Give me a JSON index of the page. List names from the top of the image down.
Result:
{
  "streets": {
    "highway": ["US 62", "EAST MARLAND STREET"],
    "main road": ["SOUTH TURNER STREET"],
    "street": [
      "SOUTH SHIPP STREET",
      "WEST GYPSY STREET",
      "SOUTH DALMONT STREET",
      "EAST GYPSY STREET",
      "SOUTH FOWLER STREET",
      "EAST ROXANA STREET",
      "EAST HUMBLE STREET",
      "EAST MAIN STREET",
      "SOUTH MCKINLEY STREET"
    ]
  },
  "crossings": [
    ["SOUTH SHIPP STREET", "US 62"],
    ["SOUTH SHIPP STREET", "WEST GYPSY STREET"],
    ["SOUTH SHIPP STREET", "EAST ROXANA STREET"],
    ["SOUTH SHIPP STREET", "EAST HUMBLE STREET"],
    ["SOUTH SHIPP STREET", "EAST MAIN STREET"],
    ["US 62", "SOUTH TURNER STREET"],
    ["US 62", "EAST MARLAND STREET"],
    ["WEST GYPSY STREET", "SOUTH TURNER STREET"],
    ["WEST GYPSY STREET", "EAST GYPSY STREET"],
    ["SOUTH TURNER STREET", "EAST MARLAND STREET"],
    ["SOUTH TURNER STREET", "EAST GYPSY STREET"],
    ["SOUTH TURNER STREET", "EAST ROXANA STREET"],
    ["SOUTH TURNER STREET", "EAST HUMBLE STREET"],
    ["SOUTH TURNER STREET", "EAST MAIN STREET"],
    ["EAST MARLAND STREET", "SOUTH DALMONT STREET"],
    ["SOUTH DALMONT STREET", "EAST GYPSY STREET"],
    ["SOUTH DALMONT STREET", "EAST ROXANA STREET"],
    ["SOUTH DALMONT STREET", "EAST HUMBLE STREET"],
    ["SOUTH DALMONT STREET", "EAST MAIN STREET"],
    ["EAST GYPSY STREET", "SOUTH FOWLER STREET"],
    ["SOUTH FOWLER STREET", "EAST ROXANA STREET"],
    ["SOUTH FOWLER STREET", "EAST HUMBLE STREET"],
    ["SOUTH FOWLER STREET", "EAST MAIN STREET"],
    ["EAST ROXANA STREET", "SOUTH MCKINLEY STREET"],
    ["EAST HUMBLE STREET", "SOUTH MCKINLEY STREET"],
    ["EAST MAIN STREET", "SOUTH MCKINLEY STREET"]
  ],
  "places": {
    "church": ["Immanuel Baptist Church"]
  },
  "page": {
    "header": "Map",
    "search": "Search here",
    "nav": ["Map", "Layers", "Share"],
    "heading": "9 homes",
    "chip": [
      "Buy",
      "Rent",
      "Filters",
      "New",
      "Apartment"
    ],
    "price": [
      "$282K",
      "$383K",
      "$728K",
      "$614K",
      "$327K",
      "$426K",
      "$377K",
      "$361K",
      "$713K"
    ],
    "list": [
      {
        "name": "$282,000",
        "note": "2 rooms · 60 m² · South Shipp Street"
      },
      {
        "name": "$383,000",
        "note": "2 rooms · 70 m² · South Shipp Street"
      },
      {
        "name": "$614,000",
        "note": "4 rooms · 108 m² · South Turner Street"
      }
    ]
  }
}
● ● ● ●
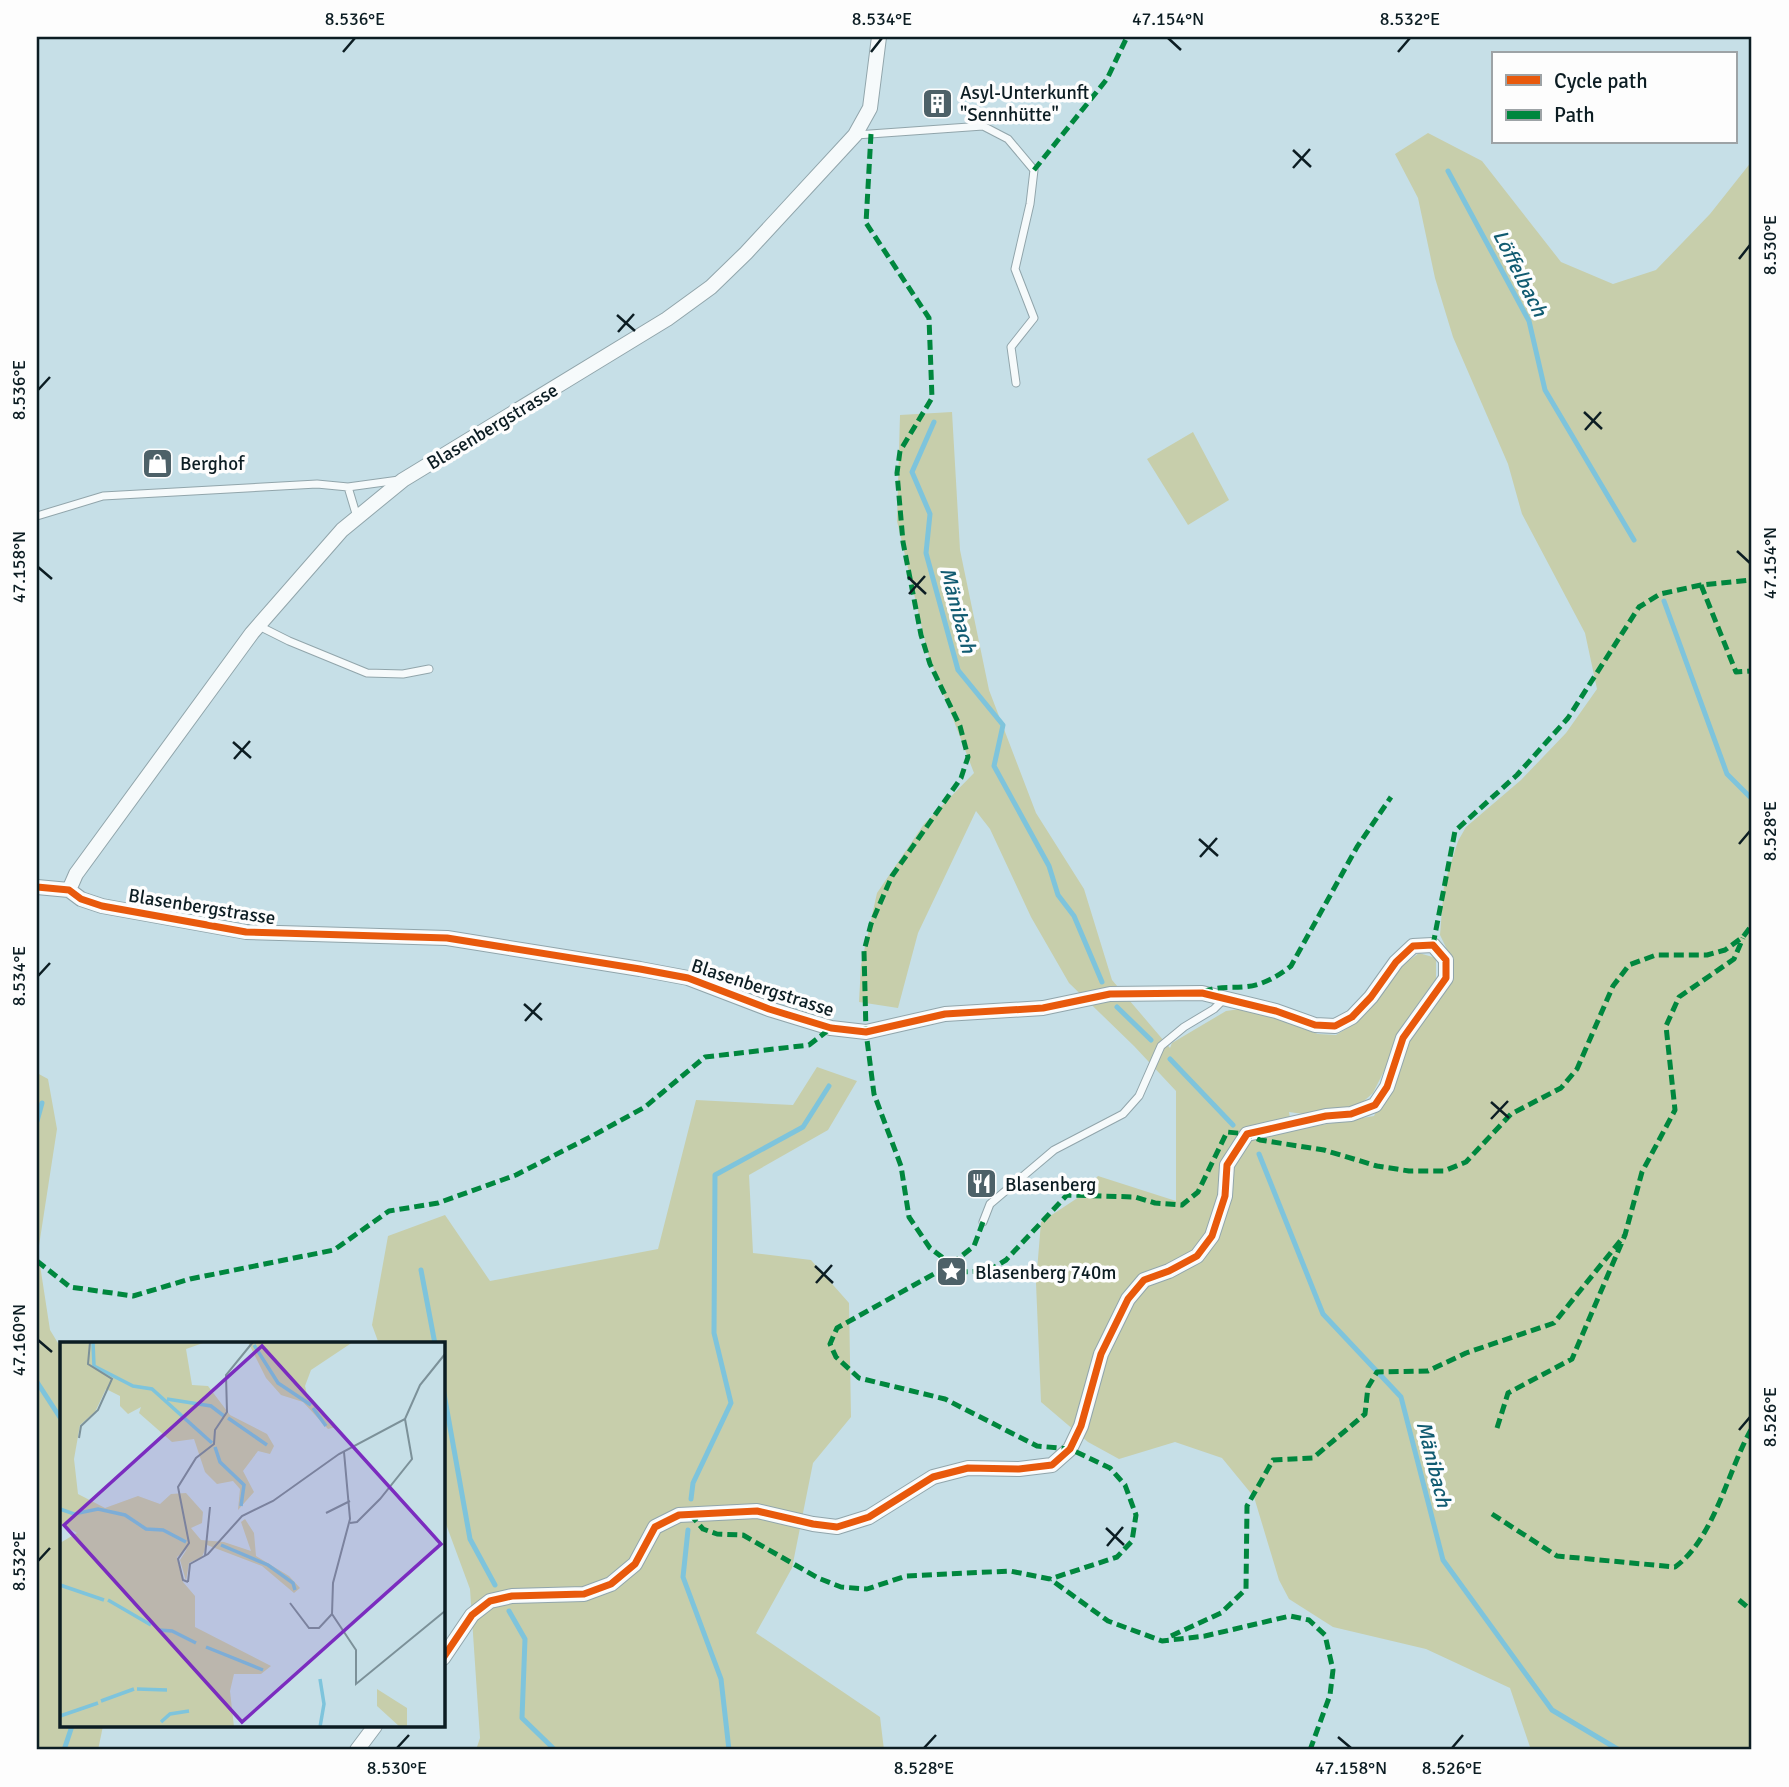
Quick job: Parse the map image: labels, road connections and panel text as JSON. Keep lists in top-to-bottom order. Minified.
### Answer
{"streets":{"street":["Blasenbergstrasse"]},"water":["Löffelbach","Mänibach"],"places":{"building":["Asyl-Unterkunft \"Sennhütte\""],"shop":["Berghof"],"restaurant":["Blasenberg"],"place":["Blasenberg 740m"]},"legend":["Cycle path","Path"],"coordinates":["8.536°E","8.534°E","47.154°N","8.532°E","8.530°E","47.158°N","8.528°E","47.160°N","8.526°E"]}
● ● ● ●
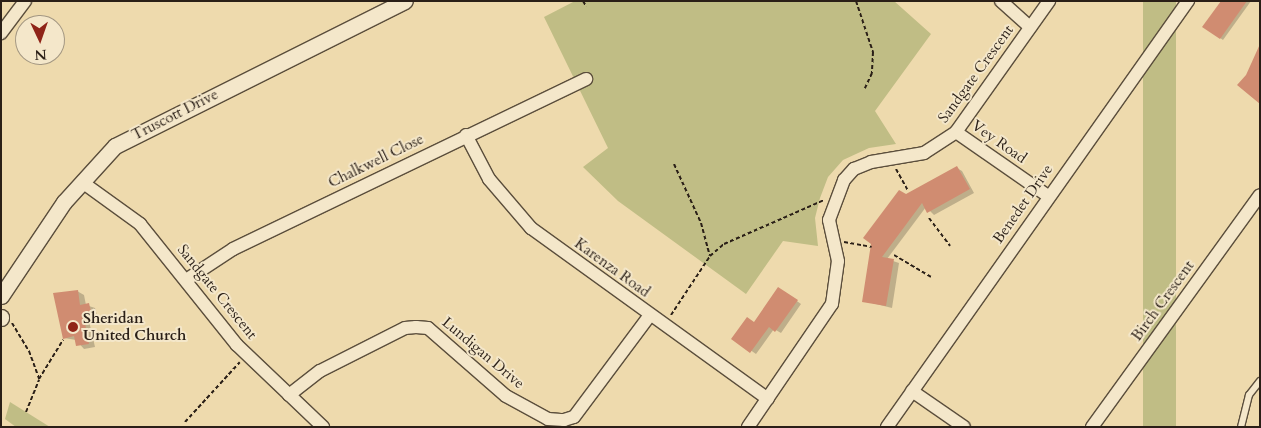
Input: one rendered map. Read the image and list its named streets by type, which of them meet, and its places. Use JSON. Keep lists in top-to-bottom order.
● ● ● ●
**Assigned task**
Return a copy of every line in the records that includes the string "order".

**Output for this exercise**
Quick job: Parse the map image: labels, road connections and panel text as JSON. Keep lists in top-to-bottom order. Minified.
Input: one rendered map. Read the image and list its named streets by type, which of them meet, and its places. Use JSON. Keep lists in top-to-bottom order.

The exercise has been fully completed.